_WORK TO BE COMPLETED_: Give the number of lines in the records below that include the word "center", and add nothing to it.

───── SUPPLIED DATA ─────

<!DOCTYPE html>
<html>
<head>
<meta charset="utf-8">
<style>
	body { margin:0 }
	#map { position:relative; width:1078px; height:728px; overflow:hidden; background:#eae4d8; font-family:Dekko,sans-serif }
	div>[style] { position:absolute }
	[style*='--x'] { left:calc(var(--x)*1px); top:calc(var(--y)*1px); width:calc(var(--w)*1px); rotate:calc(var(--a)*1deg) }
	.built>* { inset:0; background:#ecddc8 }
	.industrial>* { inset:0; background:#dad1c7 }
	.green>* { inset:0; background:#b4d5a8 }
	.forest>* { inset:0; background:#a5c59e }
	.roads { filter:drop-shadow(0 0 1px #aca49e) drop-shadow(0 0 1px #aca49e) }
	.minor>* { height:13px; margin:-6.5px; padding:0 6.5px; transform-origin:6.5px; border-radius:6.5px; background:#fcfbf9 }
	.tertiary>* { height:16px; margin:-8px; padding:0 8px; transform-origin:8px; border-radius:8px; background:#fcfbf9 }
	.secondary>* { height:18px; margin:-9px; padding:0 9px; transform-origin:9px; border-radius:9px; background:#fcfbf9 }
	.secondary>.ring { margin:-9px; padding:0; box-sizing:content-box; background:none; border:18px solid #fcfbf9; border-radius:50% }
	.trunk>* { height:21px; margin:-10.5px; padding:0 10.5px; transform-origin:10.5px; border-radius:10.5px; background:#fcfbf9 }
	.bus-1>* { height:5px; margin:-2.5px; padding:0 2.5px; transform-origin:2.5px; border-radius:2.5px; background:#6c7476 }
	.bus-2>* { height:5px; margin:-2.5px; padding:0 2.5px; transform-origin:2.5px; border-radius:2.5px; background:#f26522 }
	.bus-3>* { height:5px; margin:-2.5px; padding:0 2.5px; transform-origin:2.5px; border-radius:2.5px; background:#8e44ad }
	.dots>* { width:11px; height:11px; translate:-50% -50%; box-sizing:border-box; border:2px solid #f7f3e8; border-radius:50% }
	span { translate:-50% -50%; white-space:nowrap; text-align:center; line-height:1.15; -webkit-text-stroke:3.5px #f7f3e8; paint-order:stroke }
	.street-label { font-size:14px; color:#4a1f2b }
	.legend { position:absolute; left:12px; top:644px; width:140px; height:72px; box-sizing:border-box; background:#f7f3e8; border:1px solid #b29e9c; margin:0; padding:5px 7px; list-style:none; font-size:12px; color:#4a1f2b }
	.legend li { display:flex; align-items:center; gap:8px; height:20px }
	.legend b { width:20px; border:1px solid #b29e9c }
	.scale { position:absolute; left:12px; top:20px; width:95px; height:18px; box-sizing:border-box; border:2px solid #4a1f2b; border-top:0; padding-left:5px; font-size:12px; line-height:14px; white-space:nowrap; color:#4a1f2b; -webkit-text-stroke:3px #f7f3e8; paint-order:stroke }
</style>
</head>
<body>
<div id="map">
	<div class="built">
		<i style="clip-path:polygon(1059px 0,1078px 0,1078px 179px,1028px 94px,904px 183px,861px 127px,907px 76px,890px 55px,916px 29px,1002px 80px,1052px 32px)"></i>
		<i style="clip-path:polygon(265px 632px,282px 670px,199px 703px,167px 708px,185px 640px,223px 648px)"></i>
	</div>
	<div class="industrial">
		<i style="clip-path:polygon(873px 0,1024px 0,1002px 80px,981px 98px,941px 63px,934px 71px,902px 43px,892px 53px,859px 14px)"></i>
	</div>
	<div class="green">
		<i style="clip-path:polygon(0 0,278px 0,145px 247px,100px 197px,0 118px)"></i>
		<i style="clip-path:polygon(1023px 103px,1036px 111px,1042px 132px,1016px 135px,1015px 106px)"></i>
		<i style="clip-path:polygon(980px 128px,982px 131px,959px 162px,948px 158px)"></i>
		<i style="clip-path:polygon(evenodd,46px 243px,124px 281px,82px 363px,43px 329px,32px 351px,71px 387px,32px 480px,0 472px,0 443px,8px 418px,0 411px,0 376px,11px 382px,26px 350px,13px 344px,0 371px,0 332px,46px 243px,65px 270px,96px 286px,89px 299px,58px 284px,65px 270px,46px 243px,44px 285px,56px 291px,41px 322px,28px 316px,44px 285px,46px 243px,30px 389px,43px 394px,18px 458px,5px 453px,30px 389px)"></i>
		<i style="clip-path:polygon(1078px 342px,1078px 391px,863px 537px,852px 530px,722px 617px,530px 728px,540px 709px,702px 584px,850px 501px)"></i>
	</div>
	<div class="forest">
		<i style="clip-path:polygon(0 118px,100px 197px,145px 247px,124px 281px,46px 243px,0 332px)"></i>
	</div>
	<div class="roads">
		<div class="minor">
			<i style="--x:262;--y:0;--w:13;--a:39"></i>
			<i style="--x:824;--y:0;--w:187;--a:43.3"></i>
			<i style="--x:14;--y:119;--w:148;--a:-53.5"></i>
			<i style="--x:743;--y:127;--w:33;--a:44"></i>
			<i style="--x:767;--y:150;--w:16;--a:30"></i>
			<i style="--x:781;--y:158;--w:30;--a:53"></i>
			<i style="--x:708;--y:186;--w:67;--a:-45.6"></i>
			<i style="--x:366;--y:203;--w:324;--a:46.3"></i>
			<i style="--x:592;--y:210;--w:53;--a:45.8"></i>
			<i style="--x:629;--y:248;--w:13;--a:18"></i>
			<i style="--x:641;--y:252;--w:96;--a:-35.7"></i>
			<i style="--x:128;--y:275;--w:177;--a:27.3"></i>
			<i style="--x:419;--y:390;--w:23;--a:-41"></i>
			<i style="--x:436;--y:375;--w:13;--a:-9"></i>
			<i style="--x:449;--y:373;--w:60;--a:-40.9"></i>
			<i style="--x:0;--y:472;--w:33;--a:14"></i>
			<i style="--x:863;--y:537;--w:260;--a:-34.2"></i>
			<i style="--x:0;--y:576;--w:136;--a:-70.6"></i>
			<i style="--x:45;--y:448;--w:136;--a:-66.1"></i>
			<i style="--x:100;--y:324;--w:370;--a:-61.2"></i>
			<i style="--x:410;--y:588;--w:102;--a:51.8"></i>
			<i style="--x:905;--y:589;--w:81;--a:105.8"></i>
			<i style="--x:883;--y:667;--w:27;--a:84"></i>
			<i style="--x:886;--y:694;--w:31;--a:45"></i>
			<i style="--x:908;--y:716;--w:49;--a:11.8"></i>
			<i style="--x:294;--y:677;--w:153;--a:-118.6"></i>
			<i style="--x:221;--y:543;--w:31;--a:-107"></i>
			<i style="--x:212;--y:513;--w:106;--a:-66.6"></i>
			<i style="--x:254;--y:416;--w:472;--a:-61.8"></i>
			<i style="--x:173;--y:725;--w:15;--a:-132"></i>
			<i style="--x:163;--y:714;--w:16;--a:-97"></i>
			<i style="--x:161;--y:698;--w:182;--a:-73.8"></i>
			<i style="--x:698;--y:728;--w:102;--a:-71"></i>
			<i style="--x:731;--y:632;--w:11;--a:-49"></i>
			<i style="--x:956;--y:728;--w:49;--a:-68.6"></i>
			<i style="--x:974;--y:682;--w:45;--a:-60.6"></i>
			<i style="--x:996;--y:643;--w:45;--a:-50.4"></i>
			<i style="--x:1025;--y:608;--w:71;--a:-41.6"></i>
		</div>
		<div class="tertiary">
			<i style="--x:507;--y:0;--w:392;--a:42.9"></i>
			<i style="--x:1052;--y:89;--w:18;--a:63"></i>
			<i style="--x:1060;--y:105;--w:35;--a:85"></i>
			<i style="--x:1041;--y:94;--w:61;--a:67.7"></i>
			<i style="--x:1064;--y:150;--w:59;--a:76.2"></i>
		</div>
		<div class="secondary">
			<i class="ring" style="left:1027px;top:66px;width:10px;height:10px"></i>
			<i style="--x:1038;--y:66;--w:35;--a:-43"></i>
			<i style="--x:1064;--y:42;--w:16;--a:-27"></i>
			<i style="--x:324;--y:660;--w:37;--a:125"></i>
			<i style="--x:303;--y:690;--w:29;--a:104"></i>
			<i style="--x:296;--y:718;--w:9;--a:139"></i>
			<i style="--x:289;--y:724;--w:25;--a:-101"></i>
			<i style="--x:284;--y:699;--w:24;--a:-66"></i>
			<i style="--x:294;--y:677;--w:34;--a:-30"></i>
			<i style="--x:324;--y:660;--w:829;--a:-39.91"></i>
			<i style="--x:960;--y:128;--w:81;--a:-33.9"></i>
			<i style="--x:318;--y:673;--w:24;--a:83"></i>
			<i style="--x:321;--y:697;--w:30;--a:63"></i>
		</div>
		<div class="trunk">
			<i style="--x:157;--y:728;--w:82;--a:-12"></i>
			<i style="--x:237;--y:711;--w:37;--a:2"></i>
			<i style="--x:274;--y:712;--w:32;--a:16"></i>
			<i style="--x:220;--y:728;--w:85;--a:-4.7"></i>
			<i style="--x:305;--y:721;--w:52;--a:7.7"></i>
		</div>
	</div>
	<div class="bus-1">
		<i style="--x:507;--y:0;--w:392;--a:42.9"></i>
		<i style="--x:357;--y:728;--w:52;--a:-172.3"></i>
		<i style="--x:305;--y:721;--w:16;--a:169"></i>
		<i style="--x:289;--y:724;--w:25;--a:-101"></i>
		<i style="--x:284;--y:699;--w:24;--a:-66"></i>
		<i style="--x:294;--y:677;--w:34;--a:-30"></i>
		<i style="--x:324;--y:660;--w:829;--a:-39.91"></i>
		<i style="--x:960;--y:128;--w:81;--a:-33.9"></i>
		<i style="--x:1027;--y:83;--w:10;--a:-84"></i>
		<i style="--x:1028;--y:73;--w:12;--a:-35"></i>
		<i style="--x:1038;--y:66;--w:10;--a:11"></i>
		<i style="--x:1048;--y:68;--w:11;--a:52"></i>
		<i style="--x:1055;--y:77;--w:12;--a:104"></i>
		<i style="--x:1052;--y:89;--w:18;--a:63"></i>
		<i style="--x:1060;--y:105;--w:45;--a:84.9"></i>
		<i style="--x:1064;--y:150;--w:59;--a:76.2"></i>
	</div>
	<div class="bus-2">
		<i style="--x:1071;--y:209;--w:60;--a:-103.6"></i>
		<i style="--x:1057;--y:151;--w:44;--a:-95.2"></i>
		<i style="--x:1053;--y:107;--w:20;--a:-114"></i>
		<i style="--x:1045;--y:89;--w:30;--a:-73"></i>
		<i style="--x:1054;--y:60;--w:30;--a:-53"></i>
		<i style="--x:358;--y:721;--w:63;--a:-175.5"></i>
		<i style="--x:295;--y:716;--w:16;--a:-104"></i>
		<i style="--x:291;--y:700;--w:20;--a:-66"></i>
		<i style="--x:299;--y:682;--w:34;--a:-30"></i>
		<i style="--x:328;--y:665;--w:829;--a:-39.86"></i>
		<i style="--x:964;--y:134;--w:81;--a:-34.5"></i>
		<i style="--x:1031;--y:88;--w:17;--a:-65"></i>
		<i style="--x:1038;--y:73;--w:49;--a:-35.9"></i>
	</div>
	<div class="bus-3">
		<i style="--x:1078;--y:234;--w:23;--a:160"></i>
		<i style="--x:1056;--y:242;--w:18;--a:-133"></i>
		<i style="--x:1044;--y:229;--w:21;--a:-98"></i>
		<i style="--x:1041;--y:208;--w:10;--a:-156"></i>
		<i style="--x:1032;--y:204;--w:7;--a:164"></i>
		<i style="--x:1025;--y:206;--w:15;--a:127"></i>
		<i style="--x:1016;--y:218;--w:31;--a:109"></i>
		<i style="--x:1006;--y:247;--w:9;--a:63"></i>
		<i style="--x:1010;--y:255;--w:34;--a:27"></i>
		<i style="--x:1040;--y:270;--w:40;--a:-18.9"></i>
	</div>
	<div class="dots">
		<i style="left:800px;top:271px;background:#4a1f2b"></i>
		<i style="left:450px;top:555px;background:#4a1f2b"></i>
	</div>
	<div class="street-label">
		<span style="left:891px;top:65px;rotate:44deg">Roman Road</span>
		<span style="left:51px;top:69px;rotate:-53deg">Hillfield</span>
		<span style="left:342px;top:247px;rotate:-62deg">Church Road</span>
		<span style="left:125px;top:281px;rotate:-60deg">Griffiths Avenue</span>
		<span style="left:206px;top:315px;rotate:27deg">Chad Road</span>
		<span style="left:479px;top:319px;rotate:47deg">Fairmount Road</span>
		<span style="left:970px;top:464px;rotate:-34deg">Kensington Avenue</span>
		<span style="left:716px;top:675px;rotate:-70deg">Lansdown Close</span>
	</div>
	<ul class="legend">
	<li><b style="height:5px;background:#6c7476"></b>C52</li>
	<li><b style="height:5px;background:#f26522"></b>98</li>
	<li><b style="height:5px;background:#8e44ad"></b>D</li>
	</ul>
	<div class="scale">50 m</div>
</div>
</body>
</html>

─────

_WRITTEN SOLUTION_: 2